■ Work instruction:
Wherever a line below holds the word "controls", copy that line.

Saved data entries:
Content starts

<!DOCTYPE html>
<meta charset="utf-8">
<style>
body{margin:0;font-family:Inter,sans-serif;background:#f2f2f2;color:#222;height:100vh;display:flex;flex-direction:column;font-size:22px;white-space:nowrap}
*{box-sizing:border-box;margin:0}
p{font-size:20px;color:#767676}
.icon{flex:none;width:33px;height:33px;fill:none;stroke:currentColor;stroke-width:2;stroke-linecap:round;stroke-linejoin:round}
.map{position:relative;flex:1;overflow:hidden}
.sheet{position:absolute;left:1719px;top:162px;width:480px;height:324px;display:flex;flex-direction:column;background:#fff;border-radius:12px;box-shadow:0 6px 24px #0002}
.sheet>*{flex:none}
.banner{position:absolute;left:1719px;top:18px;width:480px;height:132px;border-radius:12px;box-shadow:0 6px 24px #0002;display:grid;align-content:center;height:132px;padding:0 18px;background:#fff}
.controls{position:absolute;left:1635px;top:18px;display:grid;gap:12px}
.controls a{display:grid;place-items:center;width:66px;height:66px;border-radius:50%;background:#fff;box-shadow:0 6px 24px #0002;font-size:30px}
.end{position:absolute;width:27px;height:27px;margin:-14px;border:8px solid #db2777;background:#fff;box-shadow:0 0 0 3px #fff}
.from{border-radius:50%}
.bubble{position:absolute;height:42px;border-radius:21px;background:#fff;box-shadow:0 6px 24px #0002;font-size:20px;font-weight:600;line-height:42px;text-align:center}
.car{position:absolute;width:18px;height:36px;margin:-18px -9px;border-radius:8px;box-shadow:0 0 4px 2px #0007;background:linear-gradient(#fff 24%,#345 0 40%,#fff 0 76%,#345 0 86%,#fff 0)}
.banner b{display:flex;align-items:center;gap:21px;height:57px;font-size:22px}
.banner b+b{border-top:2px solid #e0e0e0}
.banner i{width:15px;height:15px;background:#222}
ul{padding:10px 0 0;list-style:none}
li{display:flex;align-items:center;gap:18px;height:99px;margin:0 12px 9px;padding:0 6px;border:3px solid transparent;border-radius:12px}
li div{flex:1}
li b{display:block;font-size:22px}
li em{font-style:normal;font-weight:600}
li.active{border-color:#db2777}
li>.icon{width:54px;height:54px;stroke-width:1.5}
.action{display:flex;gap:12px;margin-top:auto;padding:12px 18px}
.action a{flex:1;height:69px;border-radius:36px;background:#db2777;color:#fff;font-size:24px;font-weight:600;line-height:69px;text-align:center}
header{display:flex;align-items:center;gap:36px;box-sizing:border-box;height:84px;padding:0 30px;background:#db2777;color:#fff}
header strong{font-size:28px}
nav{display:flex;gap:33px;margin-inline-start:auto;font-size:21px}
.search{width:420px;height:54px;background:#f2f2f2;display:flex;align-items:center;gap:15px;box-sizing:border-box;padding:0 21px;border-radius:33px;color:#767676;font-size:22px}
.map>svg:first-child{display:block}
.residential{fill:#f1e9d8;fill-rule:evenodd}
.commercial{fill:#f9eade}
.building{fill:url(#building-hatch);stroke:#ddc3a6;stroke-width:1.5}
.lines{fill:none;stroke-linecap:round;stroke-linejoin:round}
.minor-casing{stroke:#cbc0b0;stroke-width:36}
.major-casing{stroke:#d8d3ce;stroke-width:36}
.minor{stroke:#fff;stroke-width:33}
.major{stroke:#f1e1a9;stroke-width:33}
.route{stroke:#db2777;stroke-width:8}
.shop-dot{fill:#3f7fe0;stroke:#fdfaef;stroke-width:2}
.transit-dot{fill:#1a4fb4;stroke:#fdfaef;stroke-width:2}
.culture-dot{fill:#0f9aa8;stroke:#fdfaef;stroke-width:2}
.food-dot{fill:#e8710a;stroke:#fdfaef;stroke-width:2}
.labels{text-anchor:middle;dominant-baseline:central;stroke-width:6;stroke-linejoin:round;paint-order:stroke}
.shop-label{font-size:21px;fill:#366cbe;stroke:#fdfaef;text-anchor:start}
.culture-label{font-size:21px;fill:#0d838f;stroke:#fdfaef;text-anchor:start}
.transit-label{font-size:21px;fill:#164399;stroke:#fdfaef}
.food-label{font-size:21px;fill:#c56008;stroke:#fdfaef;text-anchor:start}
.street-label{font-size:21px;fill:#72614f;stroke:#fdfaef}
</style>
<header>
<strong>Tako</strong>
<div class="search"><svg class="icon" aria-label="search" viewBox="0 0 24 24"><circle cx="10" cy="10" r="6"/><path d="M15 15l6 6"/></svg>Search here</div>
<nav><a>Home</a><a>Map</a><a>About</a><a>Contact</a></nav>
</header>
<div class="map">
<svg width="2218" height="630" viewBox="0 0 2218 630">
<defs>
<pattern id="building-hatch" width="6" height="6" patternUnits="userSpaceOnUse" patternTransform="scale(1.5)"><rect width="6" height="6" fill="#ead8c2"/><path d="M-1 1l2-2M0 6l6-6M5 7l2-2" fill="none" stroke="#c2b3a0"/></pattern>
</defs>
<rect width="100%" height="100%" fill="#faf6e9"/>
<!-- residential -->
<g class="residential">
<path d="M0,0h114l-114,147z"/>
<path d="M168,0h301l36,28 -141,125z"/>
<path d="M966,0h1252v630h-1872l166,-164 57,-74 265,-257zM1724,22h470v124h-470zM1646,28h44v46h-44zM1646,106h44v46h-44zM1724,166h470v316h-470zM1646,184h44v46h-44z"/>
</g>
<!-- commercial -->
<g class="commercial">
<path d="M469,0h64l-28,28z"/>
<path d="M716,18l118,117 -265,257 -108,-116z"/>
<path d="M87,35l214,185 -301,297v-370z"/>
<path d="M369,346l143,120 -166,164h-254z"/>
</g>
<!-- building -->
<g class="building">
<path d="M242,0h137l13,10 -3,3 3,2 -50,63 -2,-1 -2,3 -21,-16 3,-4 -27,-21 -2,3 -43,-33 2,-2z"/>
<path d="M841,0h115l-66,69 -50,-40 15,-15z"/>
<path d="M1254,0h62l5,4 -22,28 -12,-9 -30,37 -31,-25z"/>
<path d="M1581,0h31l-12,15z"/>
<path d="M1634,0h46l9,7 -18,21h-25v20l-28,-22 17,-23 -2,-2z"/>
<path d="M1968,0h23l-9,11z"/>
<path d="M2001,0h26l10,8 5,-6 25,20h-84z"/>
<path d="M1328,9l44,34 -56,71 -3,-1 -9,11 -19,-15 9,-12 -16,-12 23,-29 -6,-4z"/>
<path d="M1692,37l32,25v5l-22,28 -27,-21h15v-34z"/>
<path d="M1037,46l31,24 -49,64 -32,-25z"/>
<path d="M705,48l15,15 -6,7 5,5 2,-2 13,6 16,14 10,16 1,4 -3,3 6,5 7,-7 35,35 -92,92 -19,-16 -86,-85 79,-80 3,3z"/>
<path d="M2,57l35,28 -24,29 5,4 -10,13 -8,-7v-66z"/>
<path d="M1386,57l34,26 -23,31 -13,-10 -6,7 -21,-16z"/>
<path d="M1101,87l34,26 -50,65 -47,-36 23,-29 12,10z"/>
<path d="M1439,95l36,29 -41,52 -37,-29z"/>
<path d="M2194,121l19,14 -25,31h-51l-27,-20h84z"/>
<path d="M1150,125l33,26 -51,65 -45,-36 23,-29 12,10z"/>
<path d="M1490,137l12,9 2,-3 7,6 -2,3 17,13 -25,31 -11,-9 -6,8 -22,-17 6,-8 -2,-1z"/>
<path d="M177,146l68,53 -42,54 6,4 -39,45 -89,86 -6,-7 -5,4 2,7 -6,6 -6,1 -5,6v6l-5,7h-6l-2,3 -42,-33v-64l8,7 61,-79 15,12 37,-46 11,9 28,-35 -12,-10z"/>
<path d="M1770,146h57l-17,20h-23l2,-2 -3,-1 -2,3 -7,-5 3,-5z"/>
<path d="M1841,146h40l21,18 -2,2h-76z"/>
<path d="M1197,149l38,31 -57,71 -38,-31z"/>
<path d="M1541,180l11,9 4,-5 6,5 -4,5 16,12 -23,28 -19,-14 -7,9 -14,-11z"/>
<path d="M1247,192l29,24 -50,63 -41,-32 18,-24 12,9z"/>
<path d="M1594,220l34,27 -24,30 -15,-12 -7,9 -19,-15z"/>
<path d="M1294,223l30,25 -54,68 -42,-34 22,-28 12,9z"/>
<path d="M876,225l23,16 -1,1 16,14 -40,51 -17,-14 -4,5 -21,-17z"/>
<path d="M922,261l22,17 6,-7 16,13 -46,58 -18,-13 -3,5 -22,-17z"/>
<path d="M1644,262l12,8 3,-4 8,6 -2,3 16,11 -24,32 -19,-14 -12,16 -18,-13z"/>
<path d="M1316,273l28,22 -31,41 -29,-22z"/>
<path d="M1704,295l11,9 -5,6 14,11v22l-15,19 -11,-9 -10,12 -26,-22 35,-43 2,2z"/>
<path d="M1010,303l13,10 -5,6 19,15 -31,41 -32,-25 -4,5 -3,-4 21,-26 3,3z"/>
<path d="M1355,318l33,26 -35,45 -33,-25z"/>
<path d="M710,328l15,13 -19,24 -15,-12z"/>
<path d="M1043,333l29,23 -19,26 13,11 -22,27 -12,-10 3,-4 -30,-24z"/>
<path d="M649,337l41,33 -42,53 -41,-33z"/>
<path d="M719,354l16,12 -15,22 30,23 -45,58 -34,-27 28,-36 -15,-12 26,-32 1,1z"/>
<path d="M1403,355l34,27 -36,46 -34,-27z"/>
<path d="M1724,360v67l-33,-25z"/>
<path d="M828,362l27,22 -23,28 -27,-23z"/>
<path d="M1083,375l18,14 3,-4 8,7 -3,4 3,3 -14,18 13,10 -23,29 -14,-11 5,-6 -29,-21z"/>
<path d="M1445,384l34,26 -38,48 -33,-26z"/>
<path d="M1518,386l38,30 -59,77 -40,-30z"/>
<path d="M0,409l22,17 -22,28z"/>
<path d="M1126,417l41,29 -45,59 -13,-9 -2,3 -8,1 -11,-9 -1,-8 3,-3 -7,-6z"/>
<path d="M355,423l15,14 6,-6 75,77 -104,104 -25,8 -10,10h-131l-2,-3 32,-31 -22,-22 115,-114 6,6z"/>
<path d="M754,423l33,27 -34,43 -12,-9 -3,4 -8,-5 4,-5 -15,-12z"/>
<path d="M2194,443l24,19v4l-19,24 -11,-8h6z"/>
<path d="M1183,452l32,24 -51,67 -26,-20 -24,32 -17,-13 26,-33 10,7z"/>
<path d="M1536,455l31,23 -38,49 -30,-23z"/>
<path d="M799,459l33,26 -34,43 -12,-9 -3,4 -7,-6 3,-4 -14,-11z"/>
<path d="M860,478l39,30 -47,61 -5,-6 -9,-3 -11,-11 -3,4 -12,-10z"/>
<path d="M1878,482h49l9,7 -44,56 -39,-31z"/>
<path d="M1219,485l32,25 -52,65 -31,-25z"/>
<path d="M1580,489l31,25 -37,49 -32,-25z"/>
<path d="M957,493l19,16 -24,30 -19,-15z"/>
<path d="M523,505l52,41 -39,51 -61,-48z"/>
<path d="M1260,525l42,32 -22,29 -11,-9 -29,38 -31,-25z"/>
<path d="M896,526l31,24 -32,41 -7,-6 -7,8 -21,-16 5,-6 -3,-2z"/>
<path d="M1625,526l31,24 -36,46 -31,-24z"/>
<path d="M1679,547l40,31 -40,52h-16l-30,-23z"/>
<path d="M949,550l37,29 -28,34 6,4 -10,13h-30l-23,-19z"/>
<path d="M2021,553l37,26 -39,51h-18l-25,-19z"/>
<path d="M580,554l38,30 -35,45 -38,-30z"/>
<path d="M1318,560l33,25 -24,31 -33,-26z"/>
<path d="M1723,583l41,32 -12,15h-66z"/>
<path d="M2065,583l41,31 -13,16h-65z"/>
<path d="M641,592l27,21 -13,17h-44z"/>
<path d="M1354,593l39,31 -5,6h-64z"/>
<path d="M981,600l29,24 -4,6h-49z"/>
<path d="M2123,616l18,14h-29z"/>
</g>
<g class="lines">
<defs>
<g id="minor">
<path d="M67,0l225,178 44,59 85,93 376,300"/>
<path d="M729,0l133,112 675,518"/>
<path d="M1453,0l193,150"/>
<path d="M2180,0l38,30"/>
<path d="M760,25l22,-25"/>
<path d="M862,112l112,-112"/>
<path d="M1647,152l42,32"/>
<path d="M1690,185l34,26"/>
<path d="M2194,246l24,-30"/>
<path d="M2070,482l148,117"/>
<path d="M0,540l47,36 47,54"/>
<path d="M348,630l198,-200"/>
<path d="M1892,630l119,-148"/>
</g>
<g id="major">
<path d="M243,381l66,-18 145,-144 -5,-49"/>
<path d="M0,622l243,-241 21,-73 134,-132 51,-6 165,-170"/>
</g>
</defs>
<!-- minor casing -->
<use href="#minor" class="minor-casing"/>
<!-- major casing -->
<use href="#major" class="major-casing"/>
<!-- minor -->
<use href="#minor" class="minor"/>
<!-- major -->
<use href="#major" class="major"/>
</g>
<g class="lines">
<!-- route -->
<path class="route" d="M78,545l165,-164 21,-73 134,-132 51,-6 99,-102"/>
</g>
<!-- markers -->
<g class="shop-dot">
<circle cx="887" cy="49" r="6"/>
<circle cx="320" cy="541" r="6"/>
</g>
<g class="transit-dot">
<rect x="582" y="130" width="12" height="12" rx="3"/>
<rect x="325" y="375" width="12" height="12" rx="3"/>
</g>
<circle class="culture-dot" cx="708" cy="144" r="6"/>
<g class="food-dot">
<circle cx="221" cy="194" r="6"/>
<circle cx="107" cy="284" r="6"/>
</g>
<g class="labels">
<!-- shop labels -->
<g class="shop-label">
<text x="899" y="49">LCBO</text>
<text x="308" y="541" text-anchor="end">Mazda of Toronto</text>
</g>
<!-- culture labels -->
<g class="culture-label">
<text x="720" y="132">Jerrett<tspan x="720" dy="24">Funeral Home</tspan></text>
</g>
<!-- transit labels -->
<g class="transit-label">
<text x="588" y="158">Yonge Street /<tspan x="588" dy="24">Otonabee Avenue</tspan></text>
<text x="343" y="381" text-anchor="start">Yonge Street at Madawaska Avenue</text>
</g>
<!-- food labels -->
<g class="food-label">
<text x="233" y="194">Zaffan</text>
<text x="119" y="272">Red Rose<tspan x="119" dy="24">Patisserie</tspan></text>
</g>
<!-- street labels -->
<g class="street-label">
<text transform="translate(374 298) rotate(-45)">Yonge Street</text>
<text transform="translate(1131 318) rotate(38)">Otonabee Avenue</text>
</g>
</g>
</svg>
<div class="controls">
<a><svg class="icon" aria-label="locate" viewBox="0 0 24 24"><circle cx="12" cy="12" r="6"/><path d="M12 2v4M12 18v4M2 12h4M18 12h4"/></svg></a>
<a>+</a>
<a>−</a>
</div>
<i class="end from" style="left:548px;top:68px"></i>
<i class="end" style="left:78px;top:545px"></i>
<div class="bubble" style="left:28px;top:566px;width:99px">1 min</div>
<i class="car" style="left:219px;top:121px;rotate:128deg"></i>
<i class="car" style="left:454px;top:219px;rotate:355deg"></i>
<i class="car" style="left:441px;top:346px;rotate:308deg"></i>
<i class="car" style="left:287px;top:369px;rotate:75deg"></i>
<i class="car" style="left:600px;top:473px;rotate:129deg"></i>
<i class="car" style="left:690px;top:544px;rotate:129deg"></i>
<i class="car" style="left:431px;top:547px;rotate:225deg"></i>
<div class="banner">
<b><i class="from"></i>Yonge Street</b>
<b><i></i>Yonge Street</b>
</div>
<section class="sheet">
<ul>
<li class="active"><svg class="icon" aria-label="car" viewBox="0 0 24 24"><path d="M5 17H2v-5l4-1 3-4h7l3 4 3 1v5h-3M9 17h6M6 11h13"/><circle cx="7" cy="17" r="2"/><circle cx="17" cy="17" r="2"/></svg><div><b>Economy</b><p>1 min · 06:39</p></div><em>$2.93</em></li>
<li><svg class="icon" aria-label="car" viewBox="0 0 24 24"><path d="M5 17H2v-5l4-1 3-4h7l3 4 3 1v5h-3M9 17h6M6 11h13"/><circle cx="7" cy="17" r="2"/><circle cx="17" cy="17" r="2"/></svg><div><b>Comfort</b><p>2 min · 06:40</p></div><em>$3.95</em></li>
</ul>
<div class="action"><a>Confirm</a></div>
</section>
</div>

Content ends

■ Answer:
.controls{position:absolute;left:1635px;top:18px;display:grid;gap:12px}
.controls a{display:grid;place-items:center;width:66px;height:66px;border-radius:50%;background:#fff;box-shadow:0 6px 24px #0002;font-size:30px}
<div class="controls">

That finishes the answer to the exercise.